[Records excerpted from a collection]
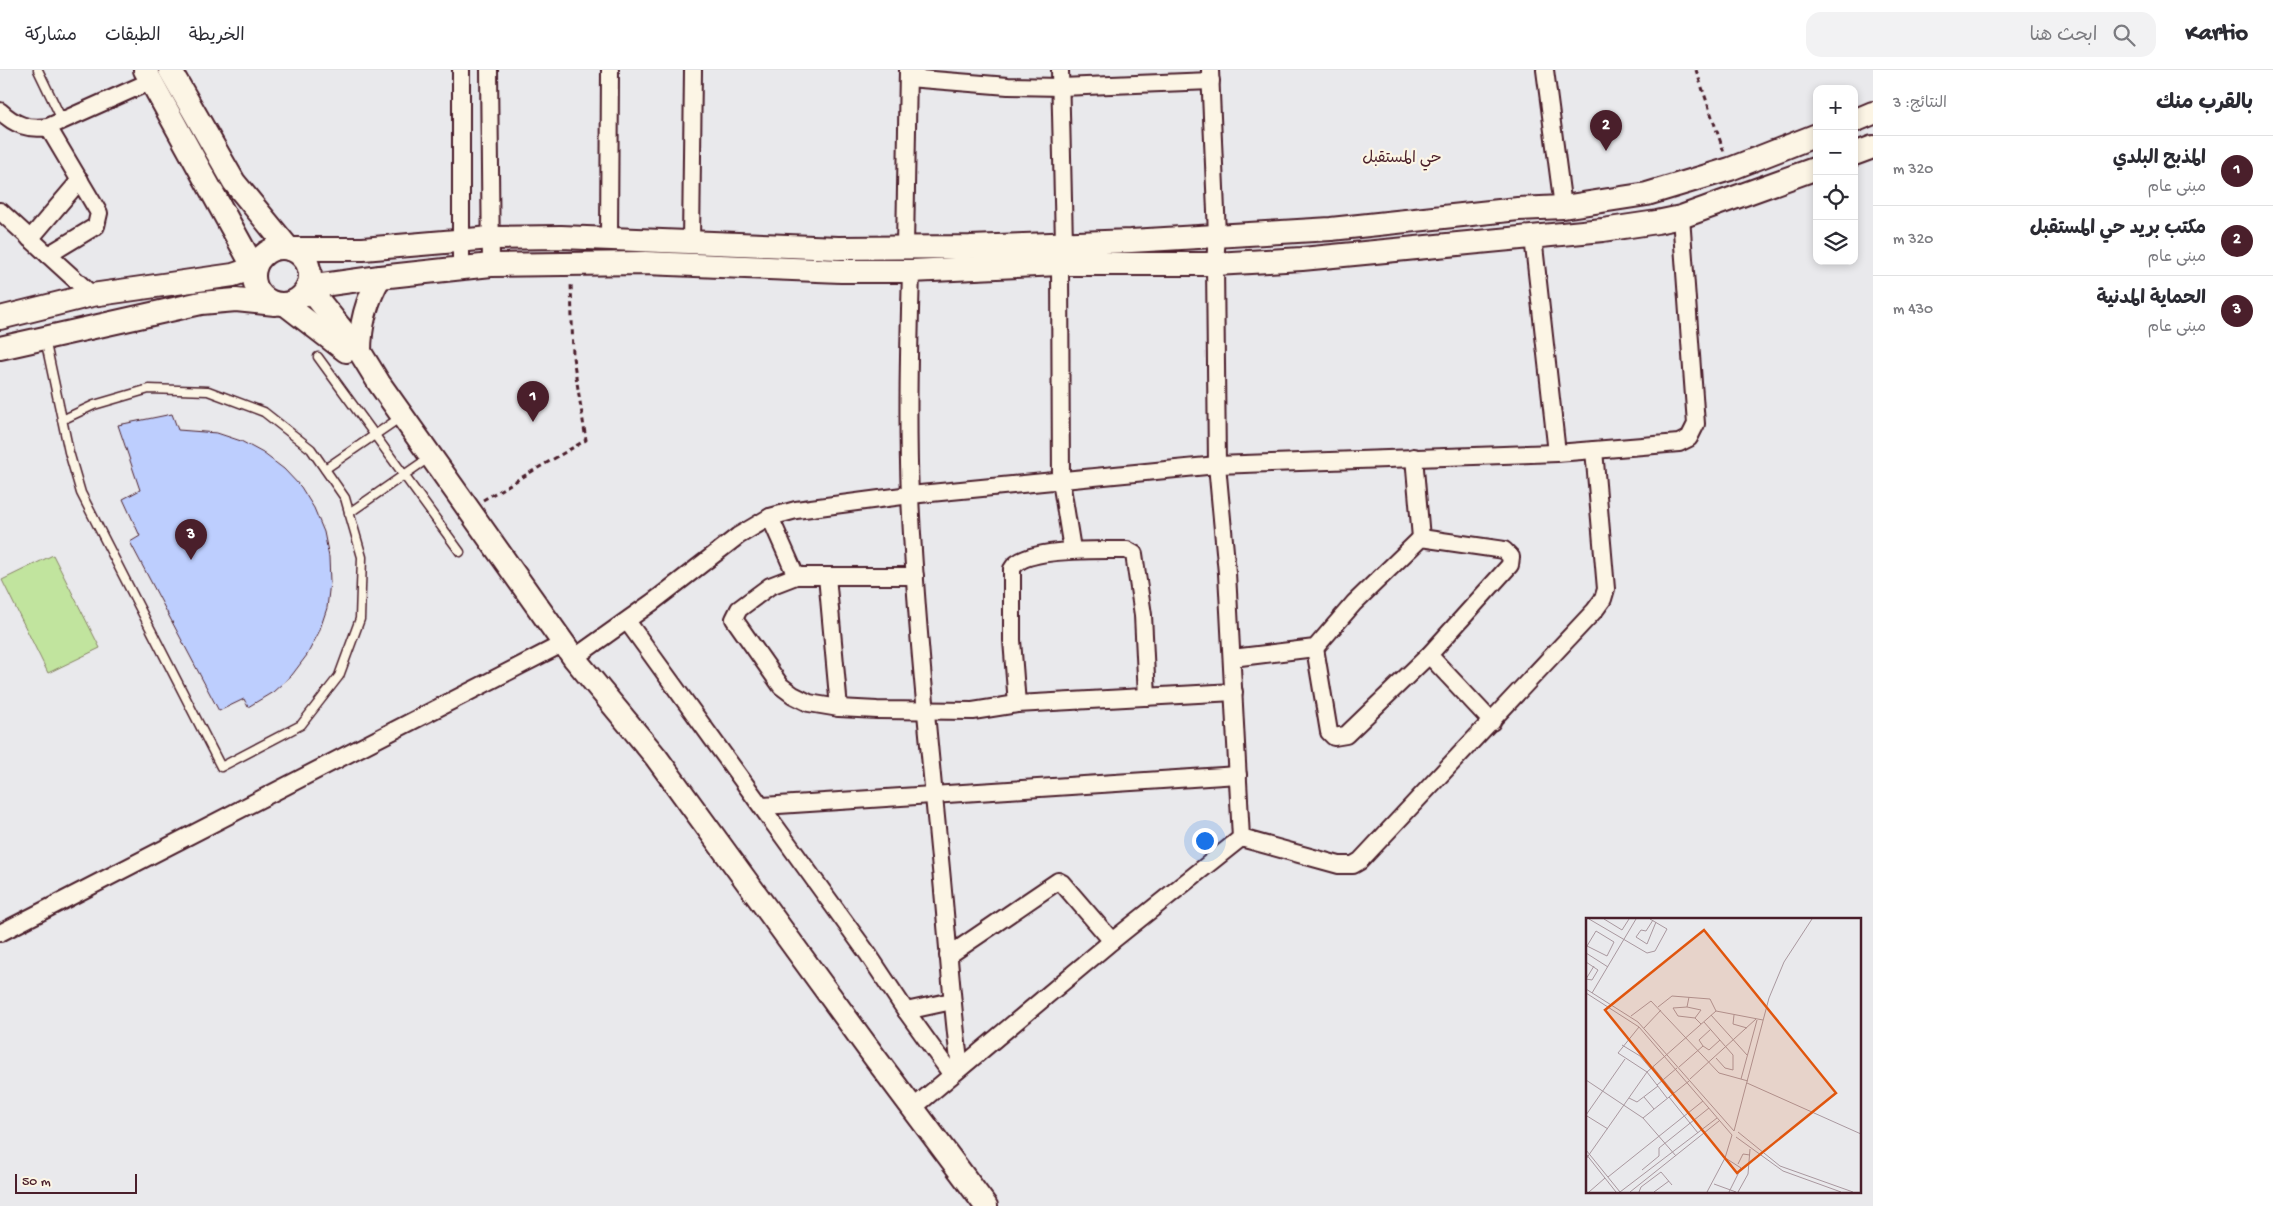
<!DOCTYPE html>
<html lang="ar">
<meta charset="utf-8">
<style>
:root{--surface:#fff;--page:#f2f2f3;--text:#2b2b33;--muted:#7c7c81;--line:#e1e1e2;--accent:#4a1f2b}
body{margin:0;font-family:"Gochi Hand","Playpen Sans Arabic",sans-serif;background:var(--page);color:var(--text);direction:rtl}
.controls{position:absolute;right:15px;top:15px;display:grid;overflow:hidden;border-radius:10px;box-shadow:0 2px 8px #0003}
.controls button{width:45px;height:45px;display:grid;place-items:center;padding:0;border:0;border-bottom:1px solid var(--line);background:var(--surface);color:var(--text);font:25px sans-serif}
.scale{position:absolute;left:15px;bottom:12px;width:122px;box-sizing:border-box;padding-left:5px;border:2px solid #4a1f2b;border-top:0;font-size:14px;line-height:18px;white-space:nowrap;color:#4a1f2b;-webkit-text-stroke:4px #fcf5e5;paint-order:stroke}
.you{position:absolute;left:1204px;top:770px;width:18px;height:18px;margin:-12px;border:4px solid #fff;border-radius:50%;background:#1a73e8;box-shadow:0 0 0 8px #1a73e833}
.badge{display:grid;place-items:center;width:32px;height:32px;border-radius:50%;background:var(--accent);color:#fff;font-size:16px;font-weight:700}
.pin{position:absolute;translate:-50% -41px;filter:drop-shadow(0 1px 2px #0008)}
.pin::after{content:'';position:absolute;top:26px;width:18px;height:15px;background:inherit;clip-path:polygon(0 0,100% 0,50% 100%)}
.list{margin:0;padding:0;list-style:none}
h2{display:flex;justify-content:space-between;align-items:center;height:65px;margin:0;padding:0 20px;font-size:21px}
h2 small{font-size:16px;font-weight:400;color:var(--muted)}
.list li{display:grid;grid-template-columns:32px 1fr auto;gap:15px;align-items:center;box-sizing:border-box;height:70px;padding:0 20px;border-top:1px solid var(--line)}
.list b{display:block;font-size:19px;white-space:nowrap}
.list p{margin:0;font-size:16px;white-space:nowrap;color:var(--muted)}
.list em{font-size:16px;font-style:normal;color:var(--muted)}
.icon{flex:none;width:28px;height:28px;fill:none;stroke:currentColor;stroke-width:2;stroke-linecap:round;stroke-linejoin:round}
.map{position:relative;flex:none;width:1873px;height:1136px;overflow:hidden;direction:ltr}
header{display:flex;align-items:center;gap:30px;box-sizing:border-box;height:70px;padding:0 25px;background:var(--surface);border-bottom:1px solid var(--line)}
header strong{font-size:24px}
nav{display:flex;gap:28px;margin-inline-start:auto;font-size:18px}
.search{width:350px;height:45px;background:var(--page);display:flex;align-items:center;gap:12px;box-sizing:border-box;padding:0 18px;border-radius:15px;color:var(--muted);font-size:19px}
main{display:flex}
aside{flex:1;background:var(--surface)}
.map>svg:first-child{display:block}
</style>
<header>
<strong>Kartio</strong>
<div class="search"><svg class="icon" aria-label="search" viewBox="0 0 24 24"><circle cx="10" cy="10" r="6"/><path d="M15 15l6 6"/></svg>ابحث هنا</div>
<nav><a>الخريطة</a><a>الطبقات</a><a>مشاركة</a></nav>
</header>
<main>
<aside>
<h2>بالقرب منك<small>النتائج: 3</small></h2>
<ul class="list">
<li><span class="badge">1</span><div><b>المذبح البلدي</b><p>مبنى عام</p></div><em>320 m</em></li>
<li><span class="badge">2</span><div><b>مكتب بريد حي المستقبل</b><p>مبنى عام</p></div><em>320 m</em></li>
<li><span class="badge">3</span><div><b>الحماية المدنية</b><p>مبنى عام</p></div><em>430 m</em></li>
</ul>
</aside>
<div class="map">
<svg width="1873" height="1136" viewBox="0 0 1873 1136">
<rect width="100%" height="100%" fill="#e9e9ec"/>
<filter id="ink" filterUnits="userSpaceOnUse"><feTurbulence type="fractalNoise" baseFrequency=".02" numOctaves="2"/><feDisplacementMap in="SourceGraphic" scale="10" xChannelSelector="R" yChannelSelector="G"/><feConvolveMatrix kernelMatrix="1 2 1 2 8 2 1 2 1" color-interpolation-filters="sRGB"/></filter>
<g filter="url(#ink)">
<polygon fill="#c1e49e" stroke="#868264" points="53,485 100,578 48,603 2,510"/>
<polygon fill="#bdcefe" stroke="#4a1f2b" points="172,344 178,360 217,363 241,371 263,383 284,399 301,417 314,438 324,462 329,487 330,512 327,538 319,562 307,585 292,605 273,622 248,637 244,629 219,641 130,472 140,466 123,429 140,420 118,355"/>
<g fill="none" stroke-linecap="round" stroke-linejoin="round">
<defs>
<g id="lane">
<polyline points="38,0 63,52"/>
<polyline points="45,269 69,382 81,423 221,697 301,655 339,606 360,549 362,487 345,428 311,379 264,342 208,321 149,319 94,335 62,350"/>
<polyline points="318,287 460,482"/>
<polyline points="325,399 401,347"/>
<polyline points="349,443 430,387"/>
</g>
<g id="street">
<polyline points="489,0 491,195"/>
<polyline points="1060,0 1064,173"/>
<polyline points="1210,0 1217,165 1215,194 1217,395 1227,503 1241,768"/>
<polyline points="1545,0 1563,137"/>
<polyline points="908,8 1008,16 1061,17 1211,11"/>
<path d="M 0,41 C 15,55 28,60 48,57 L 151,11"/>
<polyline points="0,141 92,225"/>
<polyline points="1533,167 1557,383"/>
<polyline points="609,168 610,0"/>
<polyline points="30,169 80,110"/>
<polyline points="691,172 693,0"/>
<polyline points="905,177 908,0"/>
<polyline points="48,185 96,156 99,143 48,57"/>
<polyline points="1060,194 1061,411 1072,479"/>
<polyline points="461,197 461,0"/>
<path d="M 911,201 C 909,276 907,351 910,426 C 916,555 930,682 942,810 C 948,873 952,936 960,998"/>
<polyline points="1414,387 1421,468"/>
<polyline points="770,447 796,506"/>
<polyline points="827,506 839,638"/>
<polyline points="915,506 796,506 770,516 739,539 734,549 781,616 793,625 809,633 839,638 877,640 973,641 1017,634 1234,622"/>
<polyline points="627,551 868,884 906,941 952,1005"/>
<polyline points="1315,578 1329,662 1334,667 1346,665 1429,585"/>
<polyline points="574,588 654,531 738,466 770,447 796,440 910,425 1217,395 1557,383 1679,373 1689,368 1696,354 1681,147"/>
<polyline points="1232,588 1315,578 1354,533 1421,468 1504,480 1511,487 1510,495 1429,585 1492,652"/>
<path d="M 1017,634 L 1012,570 L 1012,499 C 1022,477 1104,480 1127,480 L 1134,484 L 1143,545 L 1147,627"/>
<polyline points="763,736 1238,705"/>
<polyline points="1241,768 1339,795 1353,795 1360,791 1595,540 1603,529 1606,519 1594,380"/>
<polyline points="0,863 564,573"/>
<polyline points="948,886 1058,811 1062,813 1112,871"/>
<polyline points="906,941 952,931"/>
<polyline points="913,1038 1112,871 1241,768"/>
</g>
<g id="secondary">
<polyline points="170,0 234,112 289,179 363,179 491,168 561,167 838,178 970,177 1131,171 1331,159 1518,139 1563,137 1647,124 1730,99 1817,65"/>
<polyline points="1854,51 1873,43"/>
<polyline points="1854,84 1873,77"/>
<circle cx="282" cy="206" r="28"/>
<polyline points="308,217 380,207 491,195 645,193 841,201 911,201 1060,194 1215,194 1302,189 1603,160 1657,152 1681,147 1817,98"/>
<polyline points="308,217 360,282 379,313 574,588 656,687 876,989 986,1136"/>
<polyline points="285,234 346,281"/>
<polyline points="0,248 92,225 233,205 254,198 145,0"/>
<polyline points="0,278 201,233 236,230 275,234"/>
<path d="M 360,282 C 360,254 366,231 380,207"/>
</g>
</defs>
<use href="#lane" stroke="#4a1f2b" stroke-width="11"/>
<use href="#street" stroke="#4a1f2b" stroke-width="20"/>
<use href="#secondary" stroke="#4a1f2b" stroke-width="26"/>
<g stroke="#4a1f2b" stroke-width="3" stroke-dasharray="5 4" stroke-linecap="butt">
<polyline points="1696,0 1724,82"/>
<polyline points="483,430 586,370 573,287 571,212"/>
</g>
<use href="#lane" stroke="#fcf5e5" stroke-width="8"/>
<use href="#street" stroke="#fcf5e5" stroke-width="16"/>
<use href="#secondary" stroke="#fcf5e5" stroke-width="22"/>
</g>
</g>
<g text-anchor="middle" dominant-baseline="central" stroke-width="4.5" stroke-linejoin="round" paint-order="stroke">
<g font-size="16" fill="#4a1f2b" stroke="#fcf5e5">
<text x="1402" y="89">حي المستقبل</text>
</g>
</g>
<g transform="translate(1586 848)">
<rect width="275" height="275" fill="#e9e9ec"/>
<path fill="none" stroke="#a9989f" stroke-width="1" d="M 3,1 L 61,35 L 69,33 L 81,11 L 64,1M 18,1 L 36,12 L 43,1M 67,2 L 60,13 L 55,12 L 50,19 L 61,26 L 70,4M 10,13 L 28,24 L 21,38 L 1,28 ZM 0,35 L 22,49M 0,44 L 12,52 L 6,62 L 0,61M 0,61 L 8,48M 0,71 L 52,104 L 148,213M 0,75 L 53,109 L 146,217M 6,75 L 50,1M 103,79 L 101,89 L 87,90 L 92,98 L 109,100 L 115,106M 72,89 L 86,78 L 124,81 L 130,93M 101,89 L 115,92 L 109,100M 130,93 L 177,102M 125,97 L 161,137M 148,97 L 147,106 L 161,110M 45,98 L 65,83 L 133,155 L 162,163M 118,104 L 147,137 L 147,152 L 139,150 L 130,140M 53,109 L 32,135 L 61,154 L 81,180M 58,110 L 75,92M 125,111 L 113,122 L 117,128 L 123,132 L 134,122M 36,127 L 54,138 L 65,151M 67,149 L 88,175M 93,149 L 117,128M 104,161 L 170,101M 155,161 L 171,102M 0,162 L 57,200 L 90,238M 161,165 L 275,216M 71,167 L 91,150M 58,179 L 68,191M 83,179 L 112,215M 43,180 L 51,184 L 72,168M 0,197 L 39,141M 1,198 L 22,211M 57,200 L 103,163M 148,213 L 183,80 L 198,44 L 226,1M 152,214 L 194,248 L 267,274M 150,219 L 197,253 L 255,274M 0,232 L 34,274M 0,236 L 30,274M 0,241 L 61,154 L 130,93M 141,241 L 155,250 L 143,274M 152,246 L 157,236 L 164,237M 56,252 L 73,238 L 73,230 L 123,190M 22,259 L 117,183M 128,266 L 150,274M 3,274 L 19,260M 34,274 L 131,200M 44,274 L 133,203M 53,274 L 55,269 L 75,254 L 86,267M 68,274 L 83,263M 121,274 L 139,240 L 146,217M 152,274 L 162,256 L 164,231"/>
<path fill="#e0560e" fill-opacity="0.15" stroke="#e0560e" stroke-width="2.5" d="M 118,12 L 250,175 L 151,255 L 19,92 Z"/>
<rect width="275" height="275" fill="none" stroke="#4a1f2b" stroke-width="2.5"/>
</g>
</svg>
<div class="controls">
<button>+</button>
<button>−</button>
<button><svg class="icon" aria-label="locate" viewBox="0 0 24 24"><circle cx="12" cy="12" r="6"/><path d="M12 2v4M12 18v4M2 12h4M18 12h4"/></svg></button>
<button><svg class="icon" aria-label="layers" viewBox="0 0 24 24"><path d="M12 4l9 5-9 5-9-5zM3 14l9 5 9-5"/></svg></button>
</div>
<div class="scale">50 m</div>
<div class="you"></div>
<div class="pin badge" style="left:533px;top:352px">1</div>
<div class="pin badge" style="left:1606px;top:81px">2</div>
<div class="pin badge" style="left:191px;top:490px">3</div>
</div>
</main>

*PROBLEM TO SOLVE*. Where a line of the entries contains the word "margin", copy that line.

*FINISHED EXERCISE*.
body{margin:0;font-family:"Gochi Hand","Playpen Sans Arabic",sans-serif;background:var(--page);color:var(--text);direction:rtl}
.you{position:absolute;left:1204px;top:770px;width:18px;height:18px;margin:-12px;border:4px solid #fff;border-radius:50%;background:#1a73e8;box-shadow:0 0 0 8px #1a73e833}
.list{margin:0;padding:0;list-style:none}
h2{display:flex;justify-content:space-between;align-items:center;height:65px;margin:0;padding:0 20px;font-size:21px}
.list p{margin:0;font-size:16px;white-space:nowrap;color:var(--muted)}
nav{display:flex;gap:28px;margin-inline-start:auto;font-size:18px}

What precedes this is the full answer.